Contoh yang sangat sederhana pada kehidupan masyarakat masa lalu di pedesaan pada gending tutunggulan. Tutunggulan pada waktu itu bisa memberikan isyarat bahwa di tempat itu akan ada selamatan. Akan tetapi, tutunggulan itu sendiri bisa memberi isyarat pula bahwa ada gerhana bulan (samagaha-Sunda). Alat yang lebih sedehana lagi, misalnya kentongan (kohkol-Sunda). Dari alat ini, orang-orang yang mendengarnya bisa mengerti tentang isyarat tabuhannya, apakah ada bahaya banjir, kebakaran atau kehilangan sesuatu.

RRI Studio Bandung dengan suling tunggalnya dalam lagam tembang memberikan beberapa isyarat, seperti:
a. Beberapa saat lagi, siaran akan dimulai;
b. Memberi identitas daerah terutama untuk para pendengar di luar Jawa barat
c. Memberi warna khas salah satu alat dan lagu dalam karawitan Sunda.
d. Lebih jauh lagi dapat kita dengar gending lagu Palwa. Palwa sebagai cirri akan dimulainya warta berita dalam bahasa Sunda atau gending Calung untuk siaran pedesaan.

Pada gending tatalu, kiranya isyarat-isyarat itu lebih banyak lagi maksudnya, terutama pada tatalu pagelaran wayang golek. Selain dari fungsinya menarik penonton untuk berkumpul atau tahap-tahap akan dimulainya pagelaran itu sendiri, pada beberapa pergantian lagu secara langsung mengingatkan sang dalang untuk bersiapsiap tampil ke pentas. “Ki Dalang” harus sudah mengerti bahwa pada lagu tertentu harus keluar dan bergabung dengan para nayaga. Apabila lagu itu selesai dengan cempala dan kecreknya dalang memberi isyarat untuk memulai pagelaran wayang golek dan penonton pun dengan riangnya menyambut gembira dimulainya pagelaran.

Pada pagelaran Degung, Lagu Jipang Lontang sering dipakai sebagai lagu pembukaan dang ending jiro dipergunakan sebagai gending penutup pagelarannya. Menurut para orang tua, dahulu ada gending khusus untuk menyambut para pembesar Negara. Dengan spontan masyarakat mengerti dan memberikan hormatnya seiring dengan suasana lagu itu.

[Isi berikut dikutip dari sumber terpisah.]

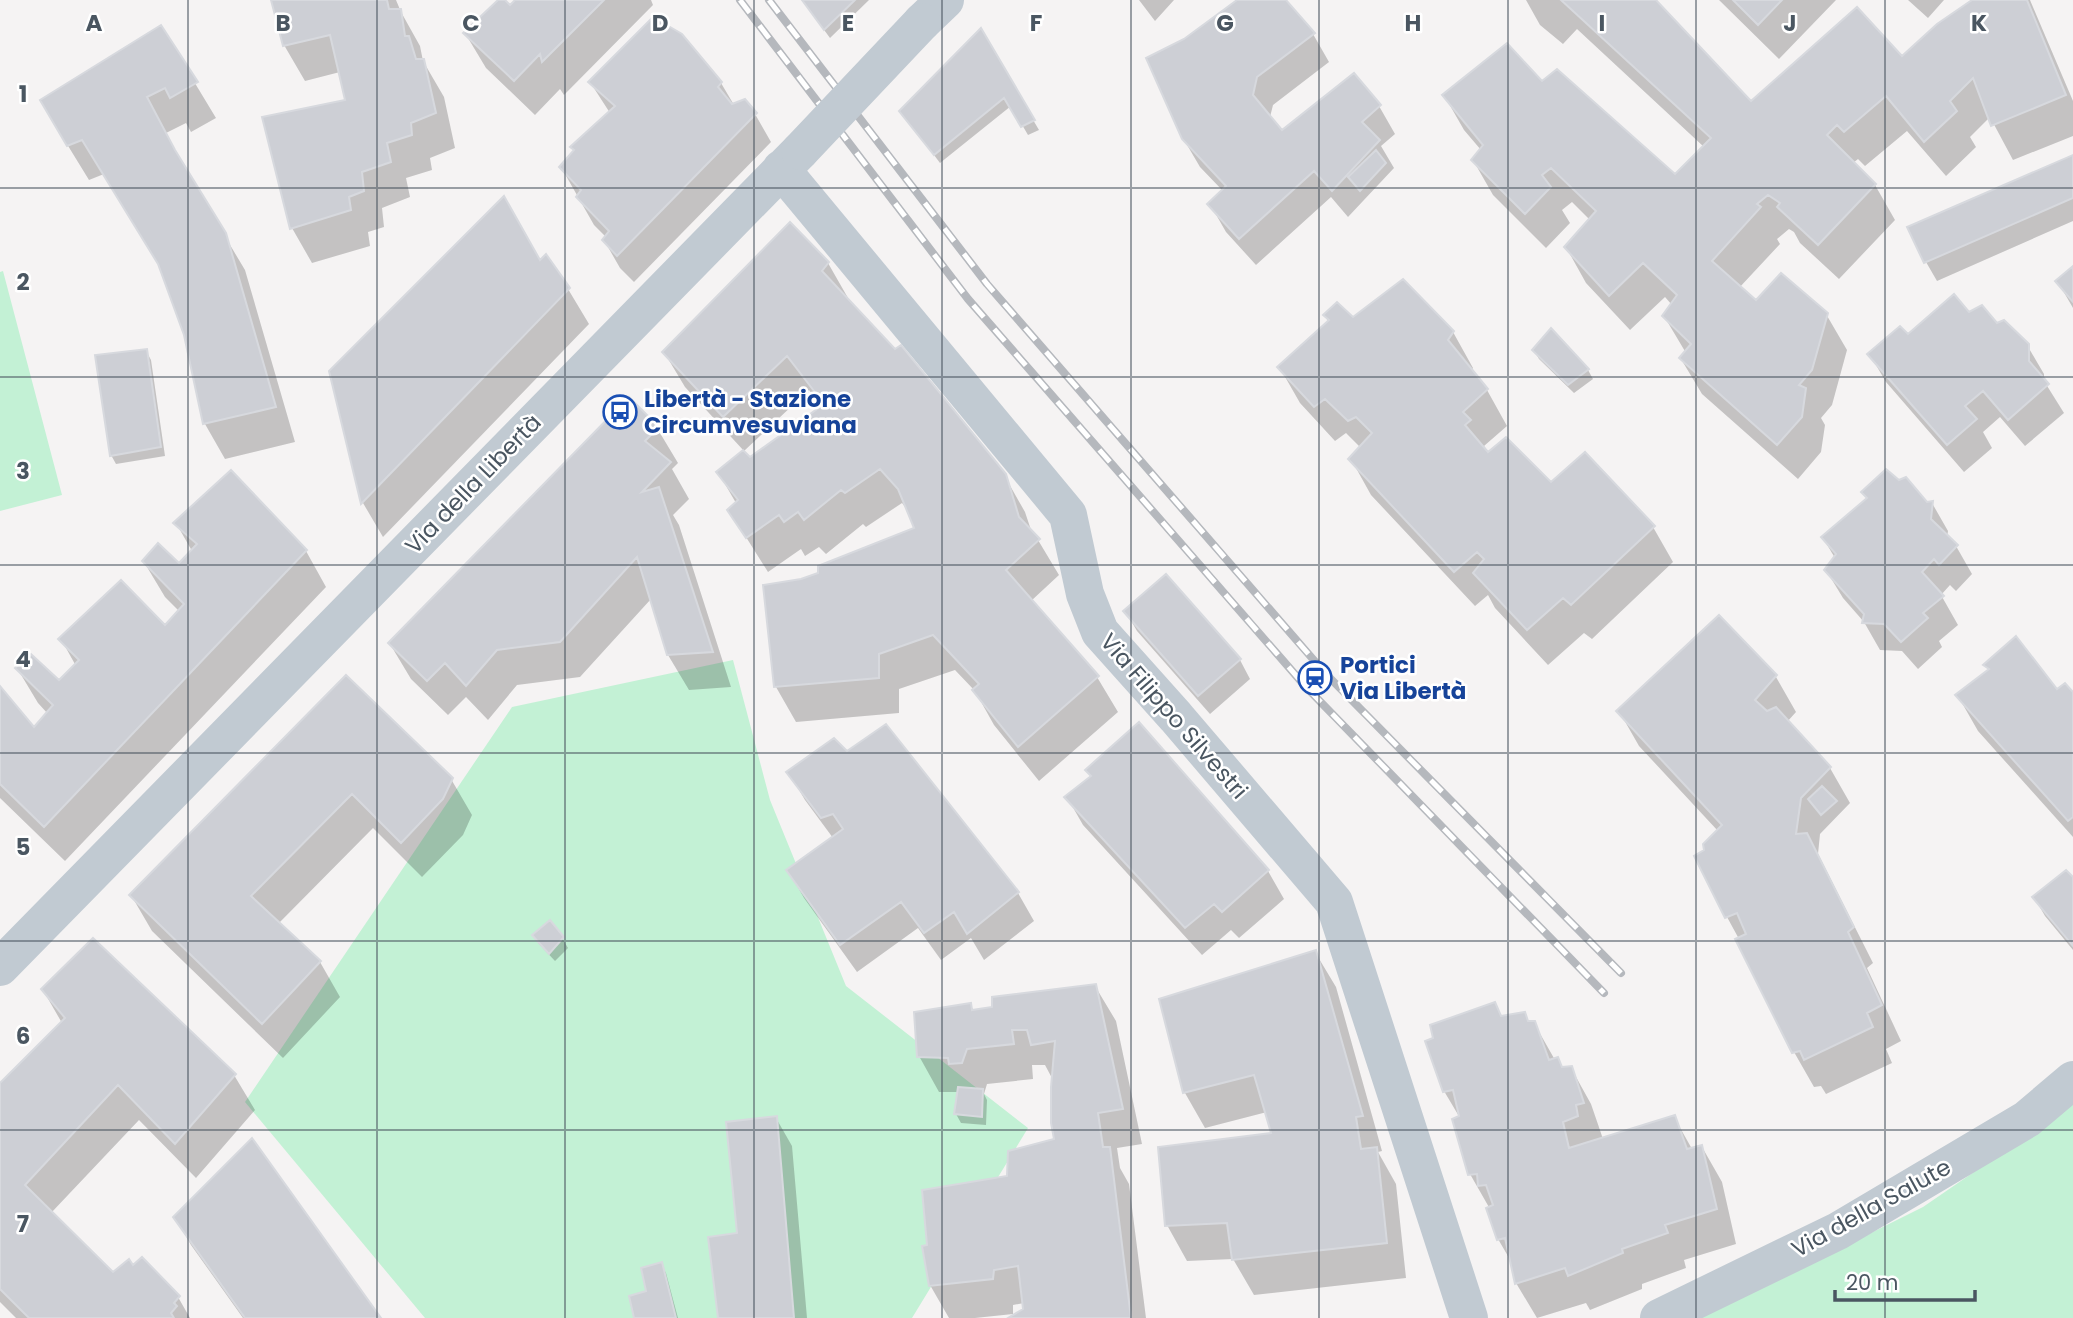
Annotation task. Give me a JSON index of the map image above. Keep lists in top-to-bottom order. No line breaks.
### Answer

Pada perkembangan sekarang, kiranya gending-gending itu telah berkembang untuk promosi dagang. Orang-orang sudah mengerti apabila mendengar melodi tertentu dari sebuah siaran radio atau TV bahwa yang dimaksud adalah mempromosikan barang tertentu. Hal ini terutama pada musik dan khusus untuk karawitan Sunda hal ini terasa masih jarang sekali. Jadi, gending iberan, merupakan bahasa musik yang mengisyaratkan maksud-maksud tertentu pada komposisinya yang telah mempunyai nilai-nilai kebakuan dalam masyarakat pendukungnya. Ritme, lagu dan tempo masing-masing ikut berbicara menuangkan kedalaman maksud yang terkandung dalam isyarat itu.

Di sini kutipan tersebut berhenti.